4. Accept Your Burdens - Every resolution gives each side a particular burden. Do not try to modify your burden to make it easier to argue. Do not be afraid to argue difficult positions. In fact, if you do it well, judges will be more impressed despite their initial reservations.
5. Learn Things - Knowledge is power, and this is especially true in debate. If you just know more than your opponent, then you are already at an advantage. Do not focus so much on figuring out round techniques which will help you win. Rather, develop a knowledge base large enough that your opponent can’t throw anything at you which you cannot counter. You should know all the evidence which is in that giant folder of yours front and back because you should have read it all.
These are some basic characteristics which every debater should develop.
Ok, let’s start with parts of speech.
Nouns – birthright citizenship, United States
Verbs - should be, abolished
Let’s continue with definitions.
Birthright citizenship - Birthright citizenship is the concept that those born in a particular country automatically receive citizenship of that country. In this case, we are concerned with the United States.
Should Be – This is the most central and important part of the debate. If something “should” happen, this indicates that there is a good reason for it to happen. Therefore, it is not enough for you to prove that birthright citizenship is bad, but that abolishing it would be better. After all, alcohol is bad, but that doesn’t necessarily mean prohibition is better.
Abolished – Abolished means ended, permanently.
Preliminary Position Analysis
The Pro must prove that there is a good reason to abolish birthright citizenship. This means they must prove either 1) a U.S. without birthright citizenship would be better than one with birthright citizenship or 2) there is a moral/legal justification to eliminate birthright citizenship regardless of the outcomes.
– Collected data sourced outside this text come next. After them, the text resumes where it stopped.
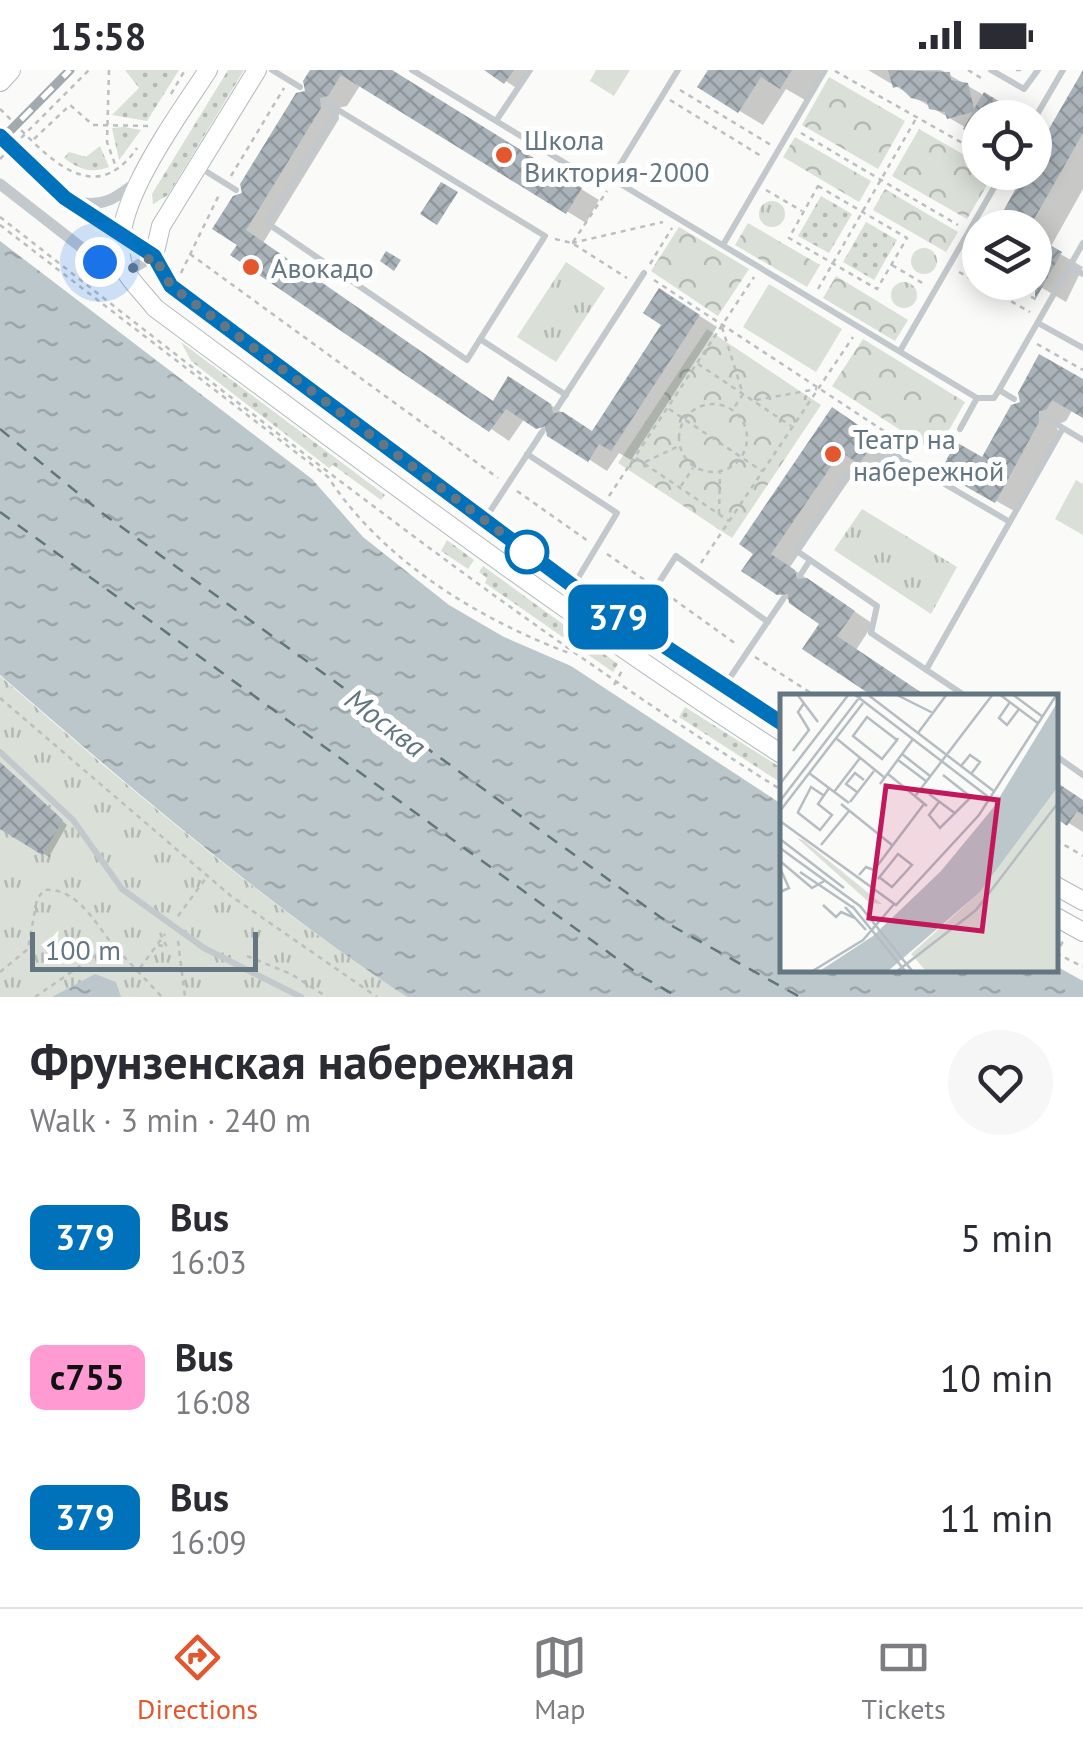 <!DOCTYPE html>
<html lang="en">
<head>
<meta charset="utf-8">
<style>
  body { margin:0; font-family:"PT Sans",sans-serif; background:#f7f7f7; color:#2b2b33; height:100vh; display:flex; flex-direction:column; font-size:38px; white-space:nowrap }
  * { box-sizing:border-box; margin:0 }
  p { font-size:32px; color:#7c7c81 }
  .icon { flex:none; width:55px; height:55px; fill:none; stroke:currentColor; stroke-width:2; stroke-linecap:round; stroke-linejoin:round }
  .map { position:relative; height:927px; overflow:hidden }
  .panel { display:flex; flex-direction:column; background:#fff; flex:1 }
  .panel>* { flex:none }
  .badge { padding:0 20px; border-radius:15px; font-size:35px; line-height:65px }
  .controls { position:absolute; left:962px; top:30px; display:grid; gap:20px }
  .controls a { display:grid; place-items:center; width:90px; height:90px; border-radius:50%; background:#fff; box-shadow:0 5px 25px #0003; font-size:50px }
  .scale { position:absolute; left:30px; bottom:25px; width:228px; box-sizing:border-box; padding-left:10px; border:5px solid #657683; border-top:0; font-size:28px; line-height:35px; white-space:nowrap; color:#657683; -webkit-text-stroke:8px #fff; paint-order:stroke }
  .you { position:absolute; width:50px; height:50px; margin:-25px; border:8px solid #fff; border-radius:50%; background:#1a73e8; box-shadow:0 0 0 15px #1a73e833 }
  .map>.badge { position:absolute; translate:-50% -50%; box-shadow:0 0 0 5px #fff }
  .round { display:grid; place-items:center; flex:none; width:105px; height:105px; border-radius:52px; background:#f7f7f7 }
  .overview { display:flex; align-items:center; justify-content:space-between; height:170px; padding:0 30px }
  h1 { font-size:48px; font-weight:600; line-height:75px }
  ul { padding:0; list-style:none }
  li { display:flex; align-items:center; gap:30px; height:140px; padding:0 30px }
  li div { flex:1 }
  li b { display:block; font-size:38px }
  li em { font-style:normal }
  li .badge { min-width:110px; font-weight:700; text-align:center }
  .status { display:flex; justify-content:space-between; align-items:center; height:70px; padding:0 50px; background:#fff; direction:ltr }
  .status svg { height:28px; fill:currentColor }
  .dock { display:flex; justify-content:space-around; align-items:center; height:140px; border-top:2px solid #e1e1e2; background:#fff; font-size:28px; color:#7c7c81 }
  .dock a { display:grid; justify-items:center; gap:5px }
  .dock .active { color:#e4572e }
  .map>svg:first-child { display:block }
</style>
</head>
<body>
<div class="status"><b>15:58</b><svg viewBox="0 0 49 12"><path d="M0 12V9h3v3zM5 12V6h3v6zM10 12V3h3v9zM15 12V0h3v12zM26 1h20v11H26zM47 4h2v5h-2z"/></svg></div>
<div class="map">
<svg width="1083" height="927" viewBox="0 0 1083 927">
  <defs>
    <pattern id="grass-dots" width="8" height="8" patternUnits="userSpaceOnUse" patternTransform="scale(2.5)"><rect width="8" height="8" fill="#dadfd7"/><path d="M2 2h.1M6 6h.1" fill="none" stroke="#b4b9b4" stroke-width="1.8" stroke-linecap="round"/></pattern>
    <pattern id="forest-crowns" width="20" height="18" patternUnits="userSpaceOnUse" patternTransform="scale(2.5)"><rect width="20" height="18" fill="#dadfd7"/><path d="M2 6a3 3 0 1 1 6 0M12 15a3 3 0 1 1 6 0" fill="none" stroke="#b4b9b4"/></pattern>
    <pattern id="park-tufts" width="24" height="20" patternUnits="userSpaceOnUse" patternTransform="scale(2.5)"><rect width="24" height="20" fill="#dadfd7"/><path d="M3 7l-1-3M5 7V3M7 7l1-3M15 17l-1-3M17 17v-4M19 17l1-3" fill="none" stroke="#b4b9b4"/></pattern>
    <pattern id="water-ripples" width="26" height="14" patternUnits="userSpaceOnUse" patternTransform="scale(2.5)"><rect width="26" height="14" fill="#bbc7cb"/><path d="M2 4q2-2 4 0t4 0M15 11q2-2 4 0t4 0" fill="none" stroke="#9ca6aa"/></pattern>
    <pattern id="building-cross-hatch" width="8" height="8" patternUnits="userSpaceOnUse" patternTransform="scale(2.5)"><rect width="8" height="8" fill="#aab3b9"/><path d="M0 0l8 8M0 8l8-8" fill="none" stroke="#8e969c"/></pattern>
  </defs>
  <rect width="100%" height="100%" fill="#fafaf8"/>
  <path fill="url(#grass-dots)" d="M125,0H179L147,51L112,45L139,18Z
    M228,0H244L168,125L153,134L152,124Z
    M124,57L141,60L119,90L112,58Z
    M100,76L109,97C90,104 79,99 64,88L69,82L86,87Z
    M821,126L852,144L829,183L798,166Z
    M866,152L897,170L874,210L843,192Z
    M181,272L385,425L381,430L333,395L329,398L191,291Z
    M447,470L474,490L468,499L441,481Z
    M483,496L618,594L613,602L485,513L487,508L479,502Z
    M685,637L783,699V714L679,647Z"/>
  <path fill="url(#forest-crowns)" d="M829,7L905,51L878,99L802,55Z
    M919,59L980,94V102L994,103L967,149L892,106Z
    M795,67L871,111L859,132L783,87Z
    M885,119L958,162L946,182L873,140Z
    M748,153L820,195L807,217L735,175Z
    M679,157L749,199L718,246L651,201Z
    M836,206L908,250L895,271L823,228Z
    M707,259L821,335L732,468L618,393Z
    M863,269L965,332L936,383L832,316Z"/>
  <path fill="url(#park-tufts)" d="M759 144a13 13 0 1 1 26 0a13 13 0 1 1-26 0Z
    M911 191a13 13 0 1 1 26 0a13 13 0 1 1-26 0Z
    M566,192L605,218L556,292L517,267Z
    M891 225a13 13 0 1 1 26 0a13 13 0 1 1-26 0Z
    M862,439L957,497L931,544L834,480Z
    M0,606C131,720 262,831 407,927H0Z"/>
  <path fill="#dadfd7" d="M596,0H630L614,26L590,11Z
    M769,214L842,259L816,302L743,257Z
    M1076,410L1083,414V465L1055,449Z"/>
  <path fill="url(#water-ripples)" d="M0,171L312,409L363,467L449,535L504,567L571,596L783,735V899L1056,896L1083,911V927H407C262,831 132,719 0,605Z
    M95,904L116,912L121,927H52Z"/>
  <path fill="#0003" d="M314,0H389L599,130L586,153L361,14L347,36L338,38L339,49L263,173L495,333L528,320L593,363L678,232L717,257L631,390L619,383L607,401L525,348L509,371L234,184L241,174L245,124L309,21Z
    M489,0H532L518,19Z
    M711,0H824L805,30L786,19L763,55L700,17Z
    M868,0H941L1009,40L980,48V66Z
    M1083,18V119L1050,178L1083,197L1066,232L1032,212L1035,158H1023L1035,102V57L1048,66Z
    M1083,312V346L1073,339L1066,351L1056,355L1059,364L1016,442L943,401L983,390L1013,337Z
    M853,352L896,381L880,404L861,393L790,497L873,554L856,580L879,627L822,553L745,500Z
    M0,695L67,755L49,787L0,756Z
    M1056,713L1083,731V762L1056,745Z"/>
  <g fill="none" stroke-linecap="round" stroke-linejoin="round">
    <path stroke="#60757c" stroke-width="2.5" stroke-dasharray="12 10" stroke-linecap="butt" d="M0,359L102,443L674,857L800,927
      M0,442L641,906L678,927"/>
  </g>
  <path fill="url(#building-cross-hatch)" d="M310,0H392L582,118L566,144L341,5L328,26L320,28L321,38L246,160L493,331L508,306L551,334L553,343L563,342L592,361L661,255L643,243L659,218L700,245L611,381L599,374L588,392L547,366L545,356L536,359L506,339L489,362L230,185L237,175L212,159L233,126L242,123L240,114L296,23L305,21L303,11Z
    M484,0H514L504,14Z
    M708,0H792L780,19L761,7L738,43L697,17Z
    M888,0L950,2L951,10L968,13L974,39L984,22L1026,48H980V69L963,59L973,42L947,49L945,42L929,39L927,32L911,28L899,16L893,18Z
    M1083,0V63L1029,158H1019L1000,147L1025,102H1035V58L1046,64Z
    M441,112L458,122L437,155L420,144Z
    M1035,166L1062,182L1035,230Z
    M386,181L401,190L394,201L380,191Z
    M1039,284L1083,309V348L1052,330L1046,340L1039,341V352L995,433L940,402L956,372L982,387L1011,335L1020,332L1018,323Z
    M832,337L877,368L859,394L841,382L771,484L795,500L797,509L807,508L855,541L837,566L928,627H874L802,579L819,554L789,533L788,524L777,525L741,501L753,484L739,474Z
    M0,692L63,750L42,785L0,759Z
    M1056,712L1083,730V745L1077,741L1067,756L1056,748Z"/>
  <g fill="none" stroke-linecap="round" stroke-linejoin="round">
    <g stroke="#b3babf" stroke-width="20">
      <path id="secondary" d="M208,0C181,43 98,150 126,202C133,214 146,226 155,238C362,391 566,546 783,685
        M257,0L161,156L154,186L171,217L573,516L783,654
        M1056,816L1083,831
        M1056,847L1083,862"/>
    </g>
    <g stroke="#b5babe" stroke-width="22">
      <path id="primary" d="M0,11L10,0"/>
    </g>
    <path stroke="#bbbfc2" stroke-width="2.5" stroke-dasharray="5 5" stroke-linecap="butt" d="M109,0L107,72L117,100
      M968,0L981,8
      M1016,0H1022
      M835,1L980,83
      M680,20L771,75
      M171,24L185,0
      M670,30L761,86
      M0,39C39,76 90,146 137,78
      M801,63L958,155
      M34,69L70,35L93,55L150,56
      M231,106L284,18
      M818,116L907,168L877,219L789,168Z
      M766,120L802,141
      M0,147C255,346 508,549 783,721
      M0,155L328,407C382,490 478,549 569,583
      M555,169L572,173L627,208
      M573,172L607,121
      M572,173L663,152
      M190,184L498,408
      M964,189L980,198
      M650,194L672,158
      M892,195L924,214
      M959,202L1030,242
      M181,203L219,125
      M654,210L884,361L885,368
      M1005,212L1037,230
      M818,219L917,47
      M722,257L743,324L734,338
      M1037,274L1083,300
      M698,294L791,356
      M756,330L817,319
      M679 368a34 34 0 1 1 68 0a34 34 0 1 1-68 0Z
      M669,339L762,401
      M636,388L729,451
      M645,392L679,376
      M681,416L693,398
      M517,421L588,471
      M609,426L754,207
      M719,444L720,403
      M607,484L646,511
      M701,493L853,267
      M665,523L736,574
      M657,548L671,527
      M755,587L817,627
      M614,615L623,599
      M0,628L231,826L377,927
      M1056,770L1083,786
      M178,846L206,808
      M178,871L185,927
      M158,875L167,877L159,861
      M1056,883L1083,897
      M1056,885L1064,869
      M247,886L291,904L327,927
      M140,898L165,864
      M0,902L28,879L37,829L44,820C76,817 95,852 112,874
      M35,927L112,874L162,927"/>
    <path stroke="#c3c8cc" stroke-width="6" d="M272,0L300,17
      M412,0L588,107L614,110L977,328
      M991,0L1024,19L1038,0
      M325,32L545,166L467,290L267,153L338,40
      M1035,48L1063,0
      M496,51L530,0
      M199,97L236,120
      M612,108L678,0
      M723,175L825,0
      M1070,197L1083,204
      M1038,253L1083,278
      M480,269L566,325
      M900,281L1003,102
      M999,320L1014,329
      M557,338L644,203
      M1043,346L1083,370
      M960,359L977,328H994L999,320L1083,173
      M527,384L617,443L575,513
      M485,449L542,362
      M801,504L810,490
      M632,554L676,486L768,552
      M926,600L1063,358
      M725,615L783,529
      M967,627L871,563L877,536L797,481L849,402L874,400L888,381L1010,452
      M0,682L73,750L122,819L204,878L301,927
      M1056,686L1083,705"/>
    <path stroke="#c3c8cc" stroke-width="11" d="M0,66L65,128L154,186
      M0,114L100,192L126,202L154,186
      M74,131C102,139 116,128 138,111"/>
    <use href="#secondary" stroke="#fff" stroke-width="18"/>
    <use href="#primary" stroke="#fff" stroke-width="20"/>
    <g stroke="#a2aab0" stroke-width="9">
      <path id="rail" d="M0,71L70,0"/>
    </g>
    <use href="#rail" stroke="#fff" stroke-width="5" stroke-dasharray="15" stroke-linecap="butt"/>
    <path stroke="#bbbfc2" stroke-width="2.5" stroke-dasharray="5 5" stroke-linecap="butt" d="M0,89L89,0"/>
  </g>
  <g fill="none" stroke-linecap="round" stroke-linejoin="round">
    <g stroke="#fff" stroke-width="22">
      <path id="line" d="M0,66L65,128L154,186L171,216L573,516L783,654"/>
    </g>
    <use href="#line" stroke="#0072bc" stroke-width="15"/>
    <path stroke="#657683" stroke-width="10" stroke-dasharray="0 18" d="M100,192L126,202L154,186L171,216L527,482"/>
  </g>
  <g fill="#e4572e" stroke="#fff" stroke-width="4">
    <circle cx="504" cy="85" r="10"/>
    <circle cx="251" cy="197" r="10"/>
    <circle cx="833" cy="384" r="10"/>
  </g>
  <circle fill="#fff" stroke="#0072bc" stroke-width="5" cx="527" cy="482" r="20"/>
  <g text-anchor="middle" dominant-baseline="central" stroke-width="10" stroke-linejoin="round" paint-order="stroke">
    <g font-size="28" fill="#657683" stroke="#fff" text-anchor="start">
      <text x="524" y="69">Школа<tspan x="524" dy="32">Виктория-2000</tspan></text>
      <text x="271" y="197">Авокадо</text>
      <text x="853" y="368">Театр на<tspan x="853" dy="32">набережной</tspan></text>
    </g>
    <g font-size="30" font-style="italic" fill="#60757c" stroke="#fff">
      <text transform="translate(386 652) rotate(37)">Москва</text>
    </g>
  </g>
  <g transform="translate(780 624)">
    <rect width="278" height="278" fill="#fafaf8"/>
    <path d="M17,144L23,146L102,210L90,209Z" fill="#dadfd7"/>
    <path d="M277,94V277H146L131,260L200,198Z" fill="#dadfd7"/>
    <path d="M277,9V94L200,198L108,277L38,278L93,242L161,177L213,114Z" fill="#bbc7cb"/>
    <path fill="none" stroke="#bbc7cb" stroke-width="5" d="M112,247L204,155L278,50M119,253L209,159L278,62M70,278L102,255"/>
    <path fill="none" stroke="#b5bdc2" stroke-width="2.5" d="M17,0L38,28M74,0L211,105M87,0L215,98M115,0L153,19M219,0L259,30M232,0L263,23M230,8L219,24L227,31L239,15M138,39L167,0M57,45L105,84M117,46L87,23L73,42L102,65L117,46L118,44M13,57L29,36L18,18L24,9M122,60L150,82M118,66L146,87M181,72L190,61L200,68L191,80M29,79L69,109M108,80L147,112M0,90L69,0M100,90L133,45M54,98L80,64M77,98L66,90L75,79L84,86M149,100L176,120M136,101L213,0M0,107L82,0M70,108L94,77M159,108L149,121L160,134L191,103L163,81M61,110L112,151M0,117L83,9M17,118L40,136L52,121L38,110L49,94M18,118L31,93L43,101M0,127L116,211L199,121L277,0M0,145L64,194M41,151L69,117M0,154L80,212L133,278M0,167L32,194L46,186M0,174L9,194L0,198M20,178L75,215M79,181L86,173L94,176L144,110M98,185L118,160L132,171L112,193L99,183M43,211L56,223L61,218L75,224M72,212L126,278M65,213L86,236M31,278L83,246L115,209M116,278L196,216L278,109"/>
    <path fill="#c2185b" fill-opacity="0.15" stroke="#c2185b" stroke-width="5" d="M106,92L218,106L202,237L89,224Z"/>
    <rect width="278" height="278" fill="none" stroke="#657683" stroke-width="5"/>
  </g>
</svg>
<div class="controls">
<a><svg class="icon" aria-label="locate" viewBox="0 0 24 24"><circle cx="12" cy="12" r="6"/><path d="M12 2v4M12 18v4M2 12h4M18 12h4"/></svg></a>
<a><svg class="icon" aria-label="layers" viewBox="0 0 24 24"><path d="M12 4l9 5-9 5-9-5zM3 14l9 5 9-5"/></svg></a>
</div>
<div class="scale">100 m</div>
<div class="you" style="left:100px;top:192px"></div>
<b class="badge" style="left:618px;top:547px;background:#0072bc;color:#fff">379</b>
</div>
<section class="panel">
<div class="overview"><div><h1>Фрунзенская набережная</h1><p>Walk · 3 min · 240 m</p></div><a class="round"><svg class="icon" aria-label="heart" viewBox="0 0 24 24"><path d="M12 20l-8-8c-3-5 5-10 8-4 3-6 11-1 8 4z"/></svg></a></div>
<ul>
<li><span class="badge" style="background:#0072bc;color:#fff">379</span><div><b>Bus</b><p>16:03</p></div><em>5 min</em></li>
<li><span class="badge" style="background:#ff9ad2;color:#111">с755</span><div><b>Bus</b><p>16:08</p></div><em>10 min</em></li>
<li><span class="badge" style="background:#0072bc;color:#fff">379</span><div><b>Bus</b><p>16:09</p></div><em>11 min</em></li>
</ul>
</section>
<nav class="dock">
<a class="active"><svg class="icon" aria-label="directions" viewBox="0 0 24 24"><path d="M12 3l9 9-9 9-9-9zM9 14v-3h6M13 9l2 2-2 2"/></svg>Directions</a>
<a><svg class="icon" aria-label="map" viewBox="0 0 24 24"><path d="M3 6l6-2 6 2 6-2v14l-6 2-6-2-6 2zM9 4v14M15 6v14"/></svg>Map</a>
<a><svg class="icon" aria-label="tickets" viewBox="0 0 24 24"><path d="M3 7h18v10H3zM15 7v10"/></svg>Tickets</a>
</nav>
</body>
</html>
In order to argue the first position, international comparisons can be useful. Other countries have gotten rid of birthright citizenship. It would be useful to look into these countries and see if it worked out. If it did, then inferential reasoning would dictate that the U.S. ought to follow suit.
As far as the second position is concerned, the legal argument can be made that birthright citizenship allows for aliens to exploit our justice system or that it is not warranted by the 14th Amendment.
Like always, the Con does not have the burden of proving that the opposite of the resolution is true. Rather, the Con must prove that you cannot affirm. Therefore, they have more wiggle room in terms of arguing the topic.
The Con can contend that the cost of abolishing birthright citizenship would cause so much bureaucracy and enforcement costs that any benefits would be invalidated. Essentially, there would be so much spent on policing the new lack of birthright citizenship that we might as well just let immigrants have anchor babies.
The Con can also argue that the benefits don’t matter on moral and legal grounds. It is inappropriate to punish children for the mistakes of their parents, and this contradicts the essential ideals which the U.S. stands for. The child itself did not immigrate to this country, and removing birthright citizenship would force use to put the child through unnecessary turmoil which it does not deserve. Not to mention, the child’s ability to immigrate legally later becomes crippled because of its parents’ actions.
The standard positions exist as well. The Con can always contend that a world without birthright citizenship would be worse than the world with birthright citizenship. Consequently, it shouldn’t be abolished. International comparisons can also be used effectively here.
I hope this helps you get started. Good luck!